My Arrival to the Wild, Wild West
So, you might ask a question when you think of the Western Traveler, a German native living in a small town that is one of the most remote places in the northern Rocky Mountains… Yes, exactly, more than 1,000 people already have asked me the same question: “How did you end up in Lander, Wyoming?!”
For a while, I was thinking of wearing a T-Shirt where my story is written on the back that everyone can read it. However, in order to answer this question it requires telling you a couple of stories that have shaped my life here out West, and if I would print every story of how I ended up here, I could fill a J.C. Penney store full of Florian’s story T-Shirts.
I remember my first day in “The West” where I learned that the West is not the West you might consider, for example the Marlboro Man lighting up a cigarette in Monument Valley or Indians living in teepees. I have learned that the West is – saying it in one word – “enormous”, and I will tell you why
Everything started when I finished my university program in southern California, and my thoughts were ready for an internship that should not only include gaining more skills in tourism but also lifelong experiences that I will never forget in my life.
Maybe some of you can understand, sometimes you are looking for a change. I finally wanted to have a change in life, away from big population areas, with crazy shopping malls, cars that are parked on freeways inside are people wearing business suits, sipping coffee and talking on the phone about business. As I am young and driven, I was rather looking for new adventures of a different kind, hungry for a new series of exciting stories I could tell my friends and family.
So, after my university program I decided to accept an internship position in tourism marketing for a very small private company, in the very small town of Lander, in the enormous state of Wyoming. Enormous? Yes, because this is the West I described when I arrived there the first time. Well I knew that the Western states were huge, however what I did not know was that there is a difference in population between California and Wyoming. So, I decided to drive on my own into my first adventure of the Rocky Mountains, sitting in my old $500 Mazda 323 that I bought from an unsafe neighborhood in California, when I was a broke student.
After two days of driving, three oil changes (the car burnt more oil than fuel), I finally arrived the borders of Wyoming, the Cowboy state welcoming me with the sign of the Cowboy on the Bucking Horse. At this time, I did not know where I was going except on an endless road just going straight that seemed to me like the end of the World.
Looking on Google Maps, I figured out that Wyoming has more rivers, creeks and reservoirs than roads so I really tried hard during the trip not to get lost, looking for populated areas, lights and cars that would define my new home in Lander.
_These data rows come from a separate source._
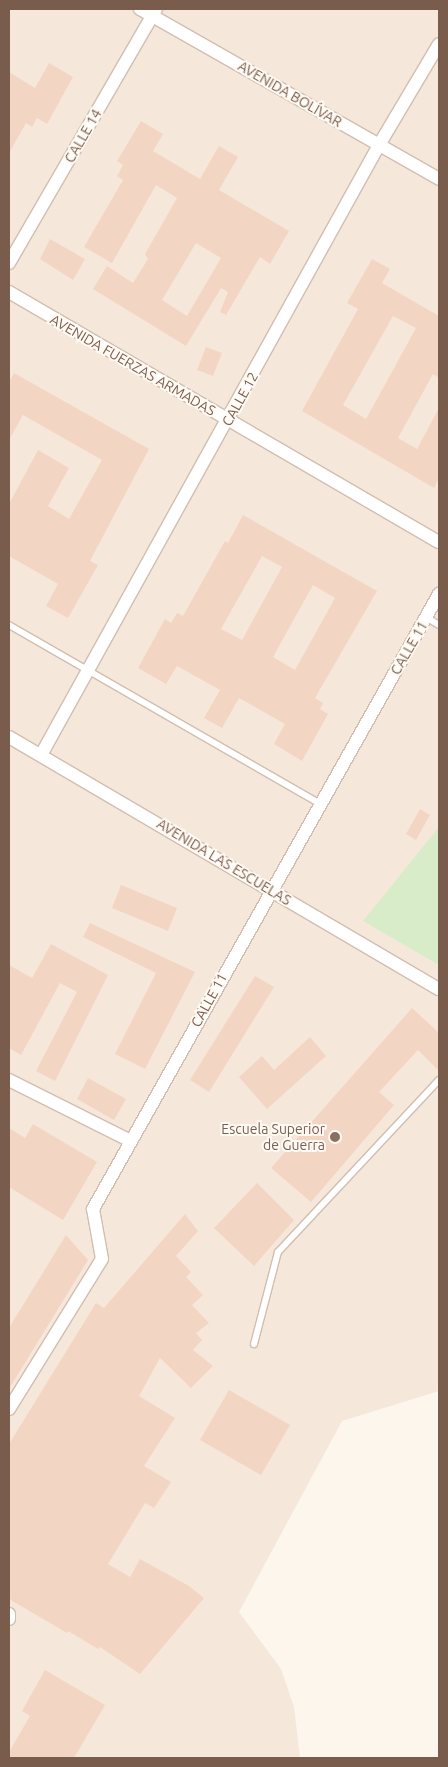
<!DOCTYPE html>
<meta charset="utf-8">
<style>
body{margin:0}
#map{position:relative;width:448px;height:1767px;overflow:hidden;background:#fdf6ec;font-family:Ubuntu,sans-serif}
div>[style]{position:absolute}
.residential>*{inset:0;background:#f5e8da}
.green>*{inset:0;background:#d8ecc9}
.building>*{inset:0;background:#f3d5c3}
.roads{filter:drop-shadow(1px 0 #d1beb0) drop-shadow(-1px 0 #d1beb0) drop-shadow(0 1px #d1beb0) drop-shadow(0 -1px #d1beb0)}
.service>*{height:6px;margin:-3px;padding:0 3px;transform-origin:3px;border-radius:3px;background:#fff}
.minor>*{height:12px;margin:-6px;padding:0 6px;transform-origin:6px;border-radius:6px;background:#fff}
.dots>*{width:14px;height:14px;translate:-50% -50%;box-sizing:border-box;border:2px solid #fffaf3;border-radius:50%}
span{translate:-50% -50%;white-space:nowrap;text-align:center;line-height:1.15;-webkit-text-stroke:4px #fffaf3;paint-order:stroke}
.street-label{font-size:14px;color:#7a5c4d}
.education-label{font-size:14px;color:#785e54}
.right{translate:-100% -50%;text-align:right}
.frame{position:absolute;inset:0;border:10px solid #7a5c4d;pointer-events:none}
</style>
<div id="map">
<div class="residential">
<i style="clip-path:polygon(9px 9px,439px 9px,439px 1391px,342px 1421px,239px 1612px,281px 1669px,294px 1707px,300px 1758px,9px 1758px)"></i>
</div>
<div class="green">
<i style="clip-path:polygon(439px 827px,439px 965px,363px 921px)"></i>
</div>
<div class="building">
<i style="clip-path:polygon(49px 63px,73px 77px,47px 124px,37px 118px,32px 127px,26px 123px,9px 153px,9px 72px,35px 88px)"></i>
<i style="clip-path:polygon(evenodd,141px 121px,163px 134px,153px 151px,200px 179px,219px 146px,238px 157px,219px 190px,289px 231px,270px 264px,260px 257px,226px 315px,220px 312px,228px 292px,221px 288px,186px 346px,93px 289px,107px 266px,133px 283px,148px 259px,145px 254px,177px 198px,156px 185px,112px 263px,84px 247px,123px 180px,117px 176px,123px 165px,117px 161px,141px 121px,196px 243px,221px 258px,187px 316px,162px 300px,196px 243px)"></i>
<i style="clip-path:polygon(50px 239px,85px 259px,73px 280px,40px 259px)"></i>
<i style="clip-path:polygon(evenodd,372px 259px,390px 269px,382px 283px,439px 316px,439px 378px,433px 374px,398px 438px,417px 449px,439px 408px,439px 478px,434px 488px,302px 411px,358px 309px,347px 303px,372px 259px,393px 316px,416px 328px,366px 419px,343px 405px,393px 316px)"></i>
<i style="clip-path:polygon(206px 347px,222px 353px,213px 376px,197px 370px)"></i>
<i style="clip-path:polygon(14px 373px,149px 449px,90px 561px,98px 565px,68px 618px,46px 606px,58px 584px,9px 556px,9px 504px,38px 450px,69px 468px,48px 506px,69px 519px,102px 460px,23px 415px,9px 440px,9px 382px)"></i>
<i style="clip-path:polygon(evenodd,243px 515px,377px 591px,315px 698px,323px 703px,320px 709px,328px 714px,302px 761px,274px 744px,285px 724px,239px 698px,222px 728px,204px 718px,220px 690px,177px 666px,166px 684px,138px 668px,165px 619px,171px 623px,177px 613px,183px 616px,225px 541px,228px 543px,243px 515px,262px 556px,282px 567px,242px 640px,221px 629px,262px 556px,243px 515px,313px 585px,335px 598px,295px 670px,273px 657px,313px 585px)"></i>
<i style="clip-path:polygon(420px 809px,430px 815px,416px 840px,406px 834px)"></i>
<i style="clip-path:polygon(121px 885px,177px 908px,168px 931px,112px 908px)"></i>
<i style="clip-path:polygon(90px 923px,195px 972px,145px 1069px,115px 1054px,156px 973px,83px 937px)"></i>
<i style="clip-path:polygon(51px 944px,108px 975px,55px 1081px,36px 1071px,77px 992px,60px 983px,21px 1055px,9px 1048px,9px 965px,32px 978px)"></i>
<i style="clip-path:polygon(255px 976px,274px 987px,209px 1092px,190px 1080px)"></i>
<i style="clip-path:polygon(412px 1008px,439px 1033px,439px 1071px,418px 1050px,379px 1092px,394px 1105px,311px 1202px,271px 1168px)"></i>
<i style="clip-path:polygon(310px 1037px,326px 1056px,267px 1109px,239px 1077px,262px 1056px,274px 1070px)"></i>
<i style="clip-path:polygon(88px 1078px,126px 1099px,114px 1120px,77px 1099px)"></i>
<i style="clip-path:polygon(33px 1124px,97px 1162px,63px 1220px,9px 1187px,9px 1128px,25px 1138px)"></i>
<i style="clip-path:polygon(257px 1183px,294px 1220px,254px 1266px,214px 1228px)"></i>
<i style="clip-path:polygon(185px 1214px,198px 1231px,176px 1256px,191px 1272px,186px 1277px,203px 1295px,192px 1305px,209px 1323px,196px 1333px,202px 1340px,193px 1350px,213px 1366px,191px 1388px,160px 1358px,139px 1396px,175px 1418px,144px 1466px,171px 1482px,154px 1508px,145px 1503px,108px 1564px,130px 1577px,140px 1559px,189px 1586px,204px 1598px,140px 1674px,100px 1647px,98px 1649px,68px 1631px,67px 1633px,9px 1599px,9px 1444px,96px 1303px,104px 1308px)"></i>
<i style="clip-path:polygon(66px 1235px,88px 1260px,9px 1389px,9px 1328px)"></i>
<i style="clip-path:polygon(229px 1390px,290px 1425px,261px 1475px,200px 1440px)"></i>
<i style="clip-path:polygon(45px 1670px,105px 1705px,74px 1758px,9px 1758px,9px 1752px,30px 1716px,22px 1711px)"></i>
</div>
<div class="roads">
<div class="service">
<i style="left:426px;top:617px;width:15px;rotate:32deg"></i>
<i style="left:9px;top:625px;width:359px;rotate:29.9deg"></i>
<i style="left:254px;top:1344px;width:95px;rotate:-75.4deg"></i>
<i style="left:278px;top:1252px;width:236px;rotate:-46.9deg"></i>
</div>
<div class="minor">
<i style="left:140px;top:9px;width:344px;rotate:29.6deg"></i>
<i style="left:9px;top:263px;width:293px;rotate:-59.9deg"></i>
<i style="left:9px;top:292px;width:497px;rotate:30.2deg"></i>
<i style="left:9px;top:737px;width:498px;rotate:30.4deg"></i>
<i style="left:41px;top:755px;width:697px;rotate:-61.01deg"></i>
<i style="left:379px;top:145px;width:117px;rotate:-59.3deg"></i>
<i style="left:9px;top:1080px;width:136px;rotate:26.6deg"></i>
<i style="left:9px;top:1409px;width:176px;rotate:-58.2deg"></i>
<i style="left:102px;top:1259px;width:51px;rotate:-100.2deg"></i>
<i style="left:93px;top:1209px;width:706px;rotate:-60.64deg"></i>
<i style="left:9px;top:1614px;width:5px;rotate:90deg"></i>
</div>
</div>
<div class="dots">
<i style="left:335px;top:1137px;background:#8d6e63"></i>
</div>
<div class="street-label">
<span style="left:290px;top:94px;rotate:30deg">AVENIDA BOLÍVAR</span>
<span style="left:83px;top:136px;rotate:-60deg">CALLE 14</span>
<span style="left:133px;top:365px;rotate:30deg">AVENIDA FUERZAS ARMADAS</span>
<span style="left:240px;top:399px;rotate:-61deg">CALLE 12</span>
<span style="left:409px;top:648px;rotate:-60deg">CALLE 11</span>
<span style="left:224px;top:862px;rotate:31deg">AVENIDA LAS ESCUELAS</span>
<span style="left:209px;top:1000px;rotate:-61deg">CALLE 11</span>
</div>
<div class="education-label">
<span class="right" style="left:325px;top:1137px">Escuela Superior<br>de Guerra</span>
</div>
<div class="frame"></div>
</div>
However, there weren’t any.
After driving for hours and hours, passing Utah’s capital Salt Lake City and Wyoming’s satellite towns Evanston and Rock Springs, I still had about two hours to drive until I arrived in Lander, passing a huge wide and open land of the high-desert country with countless antelope along the roads, and other unique wildlife, such as wild horses, rabbits and prairie dogs.
I was about one hour from Lander when my rumbling car needed to climb over the last mountain, called South Pass, which is attached to the pristine Mountain Region, called “Wind River Mountain Range,” where you cannot see the end of snow-covered mountain peaks.
Going downhill, I could see that my car was already tired of my road trip to Wyoming where the engine smelled like burnt oil, looking for a break. Thanks to the long downhill slope on the other side of the mountains, passing an untouched rock formation, called Red Canyon, my car (fortunately) agreed to make it the last miles to my final destination for the next five months – to a place called Lander, Wyoming.